DETAILED DESCRIPTION OF THE INVENTION
[0050] Preferred embodiments of the invention relate to alignment
layers wherein
[0051] the tilt angle of the polymerized liquid crystal material is
from 0 to 5.degree. relative to the normal of the layer,
[0052] the tilt angle of the polymerized liquid crystal material is
from 0 to 2.degree., preferably from 0 to 1.degree., very
preferably 0.degree., relative to the normal of the layer,
[0053] the polymerizable liquid crystal material exhibits a nematic
phase,
[0054] the polymerizable liquid crystal material exhibits a smectic
phase,
[0055] the polymerizable liquid crystal material exhibits a smectic
A phase,
[0056] the polymerized liquid crystal material exhibits a nematic
phase,
[0057] the polymerized liquid crystal material exhibits a smectic
phase,
[0058] the polymerized liquid crystal material exhibits a smectic A
phase,
[0059] the polymerized liquid crystal material forms a
3-dimensional network,
[0060] the polymerizable liquid crystal material comprises less
than 50%, preferably less than 20%, very preferably less than 10%,
in particular less than 5% of non-polymerizable compounds,
[0061] the polymerized liquid crystal material comprises less than
50%, preferably less than 20%, very preferably less than 10%, in
particular less than 5% of unpolymerized material,
[0062] the tilt anchoring parameter .pi. is from 0 to 0.6, very
preferably from 0 to 0.4.
[0063] A homeotropic alignment layer of the present invention can
be prepared by coating a substrate with a thin layer of a
polymerizable LC material, which is then polymerized to form a
solid layer. When coated onto a substrate with an open surface in
contact with air or an inert gas like for example nitrogen, the
polymerizable LC material prior to polymerization will tend to
align with the LC director normal to the LC/air boundary and hence
normal to the substrate. Homeotropic alignment of the coated
polymerizable LC material can also be induced or improved by known
methods like surface treatment or rubbing of the substrate. The
preparation of polymerized liquid crystal films with homeotropic
orientation is also described in WO 98/00475, the entire disclosure
of which, and of all patents issuing thereof, is incorporated into
this application by way of reference.
[0064] This alignment is then fixed by polymerizing the coated LC
material, e.g. by exposure to heat or actinic radiation. A suitable
method is photopolymerization by exposure to UV light. When placed
in contact with an LC material, for example with a nematic LC
material, the homeotropic alignment of the polymerized LC alignment
material tends to seed the alignment of the nematic LC material so
that it too tends to align normal to the substrate surface, that is
homeotropic alignment.
[0065] The polymerizable LC alignment material of the present
invention has the advantages that it exhibits a particularly high
surface anchoring energy and yields strong homeotropic alignment in
a liquid crystal medium. Moreover, it is relatively easy to apply
to a substrate, does not require a high temperature bake, and is
more stable than the surfactants that are normally used in prior
art. In addition there is the potential to modify the chemical
nature of the material to optimize its interaction with the nematic
LC material and so tune the strength of the anchoring energy.

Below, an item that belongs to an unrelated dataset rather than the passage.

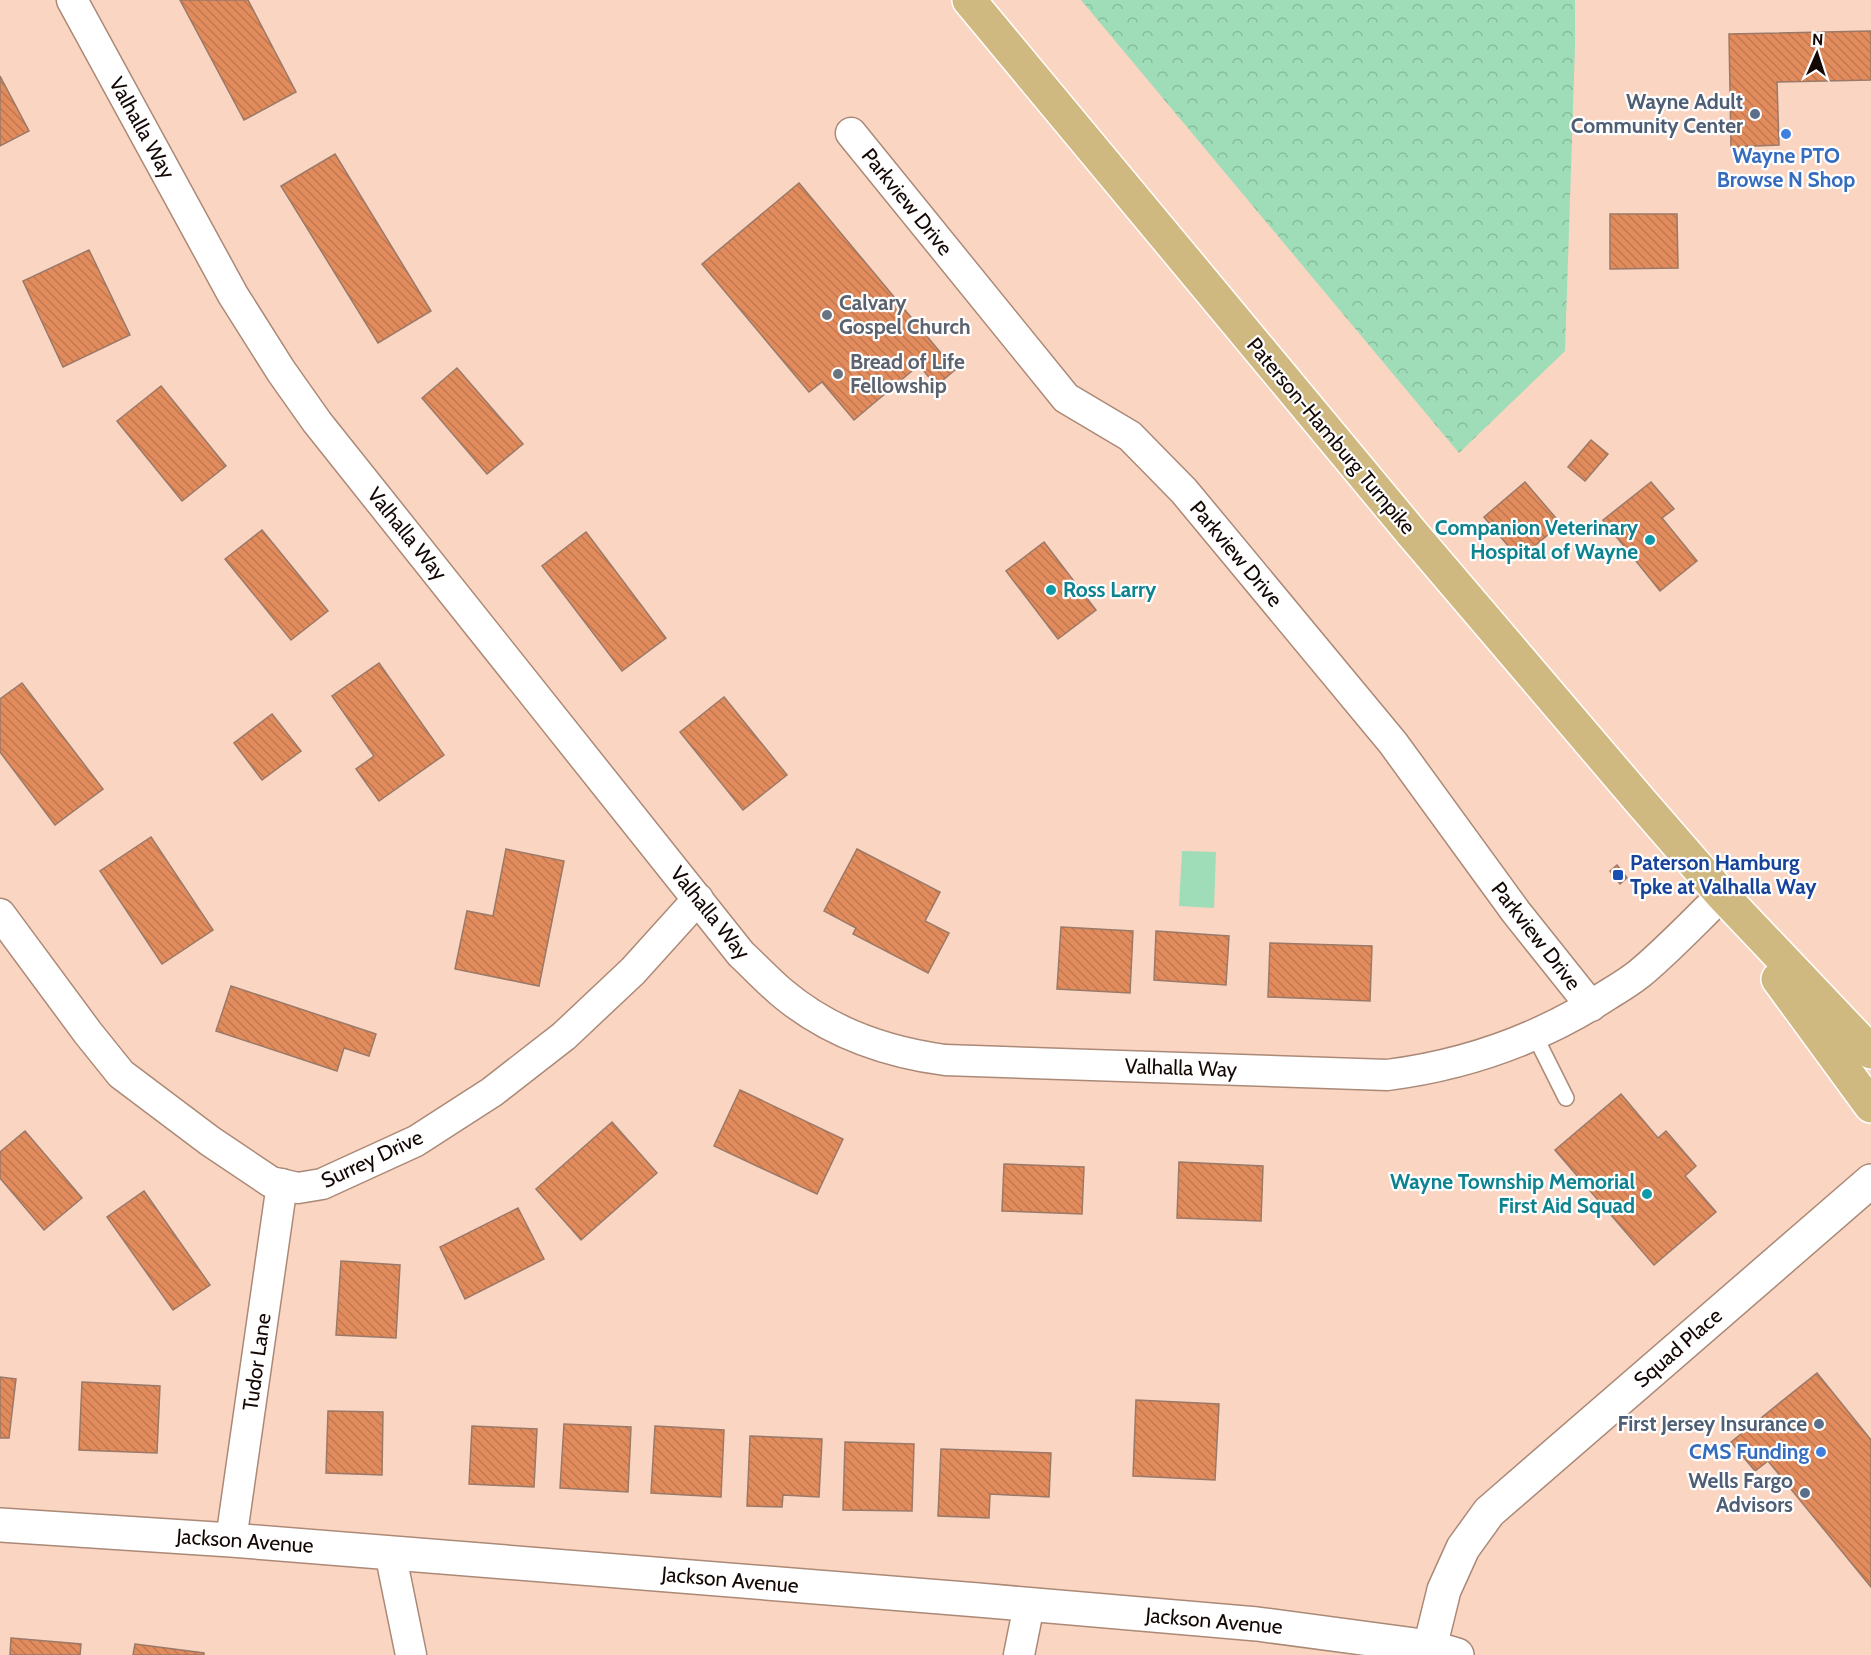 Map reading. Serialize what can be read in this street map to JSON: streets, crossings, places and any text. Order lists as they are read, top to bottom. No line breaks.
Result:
{"streets":{"main road":["Paterson-Hamburg Turnpike"],"street":["Valhalla Way","Parkview Drive","Surrey Drive","Squad Place","Tudor Lane","Jackson Avenue"]},"crossings":[["Valhalla Way","Parkview Drive"],["Valhalla Way","Paterson-Hamburg Turnpike"],["Valhalla Way","Surrey Drive"],["Surrey Drive","Tudor Lane"],["Squad Place","Jackson Avenue"],["Tudor Lane","Jackson Avenue"]],"places":{"other":["Wayne Adult Community Center","Wayne PTO Browse N Shop","Calvary Gospel Church","Bread of Life Fellowship","Companion Veterinary Hospital of Wayne","Ross Larry","Wayne Township Memorial First Aid Squad","First Jersey Insurance","CMS Funding","Wells Fargo Advisors"],"transit":["Paterson Hamburg Tpke at Valhalla Way"]},"north":"top"} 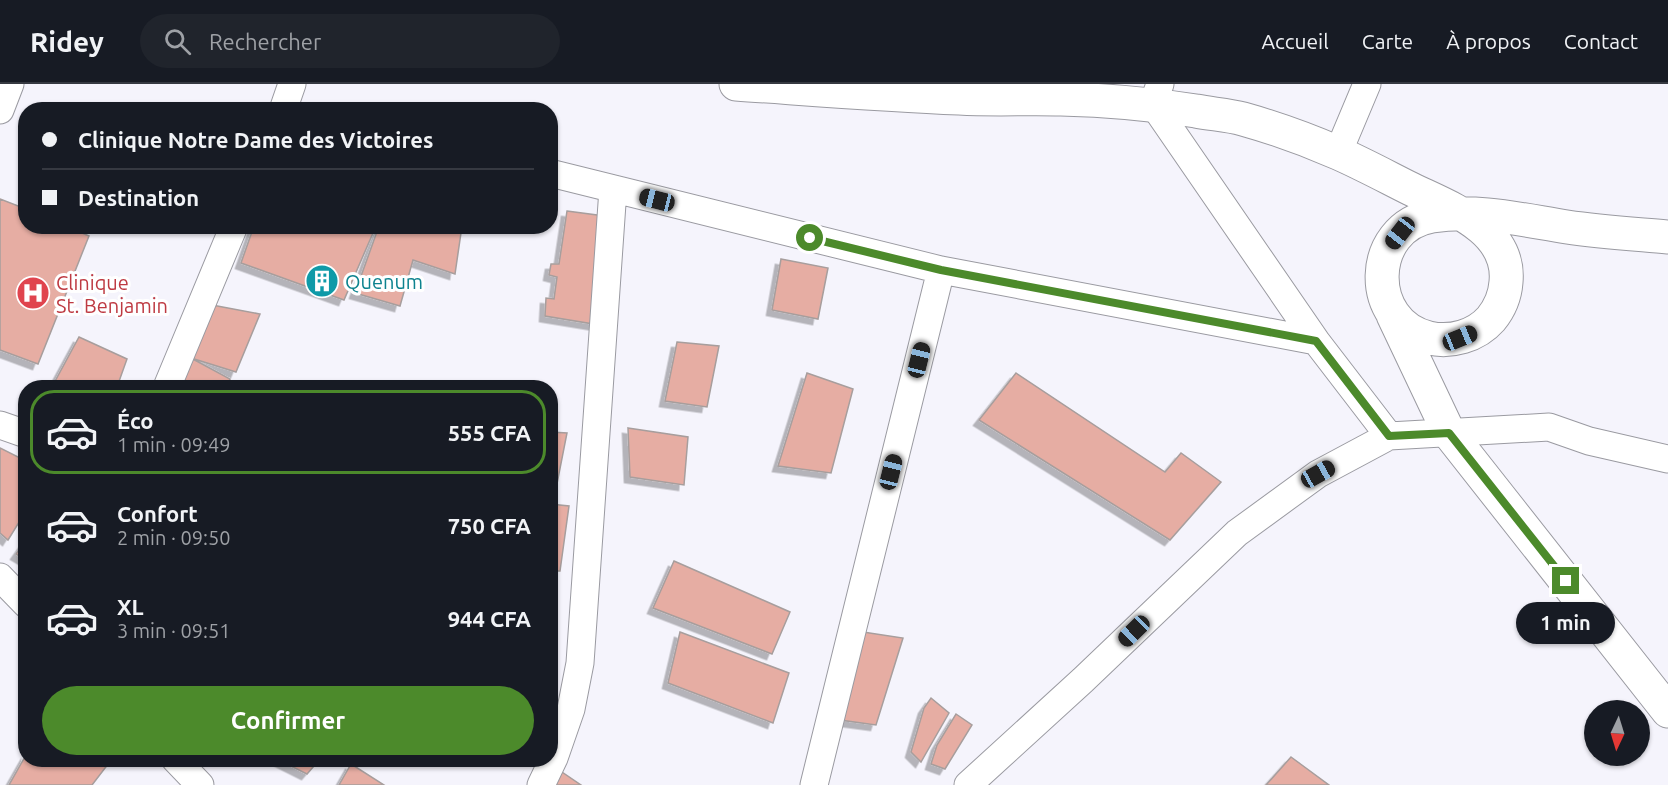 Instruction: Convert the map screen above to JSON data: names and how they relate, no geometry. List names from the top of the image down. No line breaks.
{"places":{"building":["Quenum"],"hospital":["Clinique St. Benjamin"]},"north":"bottom","page":{"header":"Ridey","search":"Rechercher","nav":["Accueil","Carte","À propos","Contact"],"banner":["Clinique Notre Dame des Victoires","Destination"],"list":[{"name":"Éco","note":"1 min · 09:49","value":"555 CFA"},{"name":"Confort","note":"2 min · 09:50","value":"750 CFA"},{"name":"XL","note":"3 min · 09:51","value":"944 CFA"}],"bubble":"1 min","buttons":"Confirmer"}} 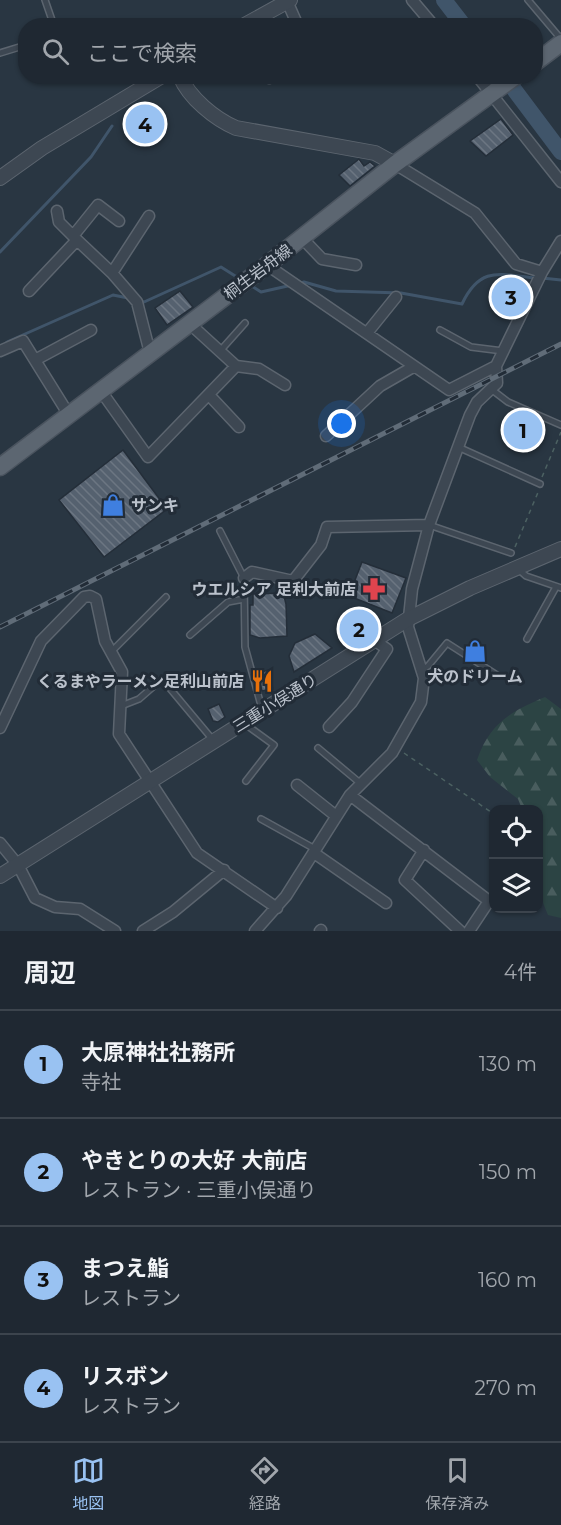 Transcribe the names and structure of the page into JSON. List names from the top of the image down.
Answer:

[0066] Alignment layers obtained from a liquid crystal material,
preferably with rod-shaped mesogens, that is polymerized in the
smectic phase, preferably in the smectic A phase, were found to
exhibit a high tilt anchoring energy and are particularly
preferred.
[0067] The polymerizable liquid crystal material preferably
comprises one or more polymerizable compounds having at least one
polymerizable group.
[0068] The polymerizable material may also comprise polymerizable
mesogenic compounds having two or more polymerizable functional
groups (herein also referred to as di-/multireactive or
di-multifunctional compounds). Upon polymerization of such a
mixture a three-dimensional polymer network is formed. An alignment
layer comprising such a network is self-supporting and shows a high
mechanical and thermal stability and low temperature dependence of
the physical and optical properties. An alignment layer comprising
a linear, i.e. non-crosslinked polymer or a polymer with low
crosslink density on the other hand shows usually better adhesion
to the substrate of the liquid crystal cell.
[0069] By varying the concentration of the multifunctional
compounds the crosslink density of the polymer film and thereby its
physical and chemical properties such as the glass transition
temperature, which is also important for the temperature dependence
of the optical properties of the optical retardation film, the
thermal and mechanical stability or the solvent resistance can be
tuned easily.
[0070] Another aspect of the invention relates to the influence of
the alignment force on the steepness of the electrooptical curve of
an LCD, in particular of a VA mode LCD. The inventors have found
that there is a correlation between the surface anchoring energy of
vertically aligned liquid crystals, expressed by the tilt anchoring
parameter .pi., and the corresponding steepness of the
electrooptical curve in LC displays, especially in VA mode
displays. The steepness of the electrooptical curve was found to
increase with decreasing anchoring energy.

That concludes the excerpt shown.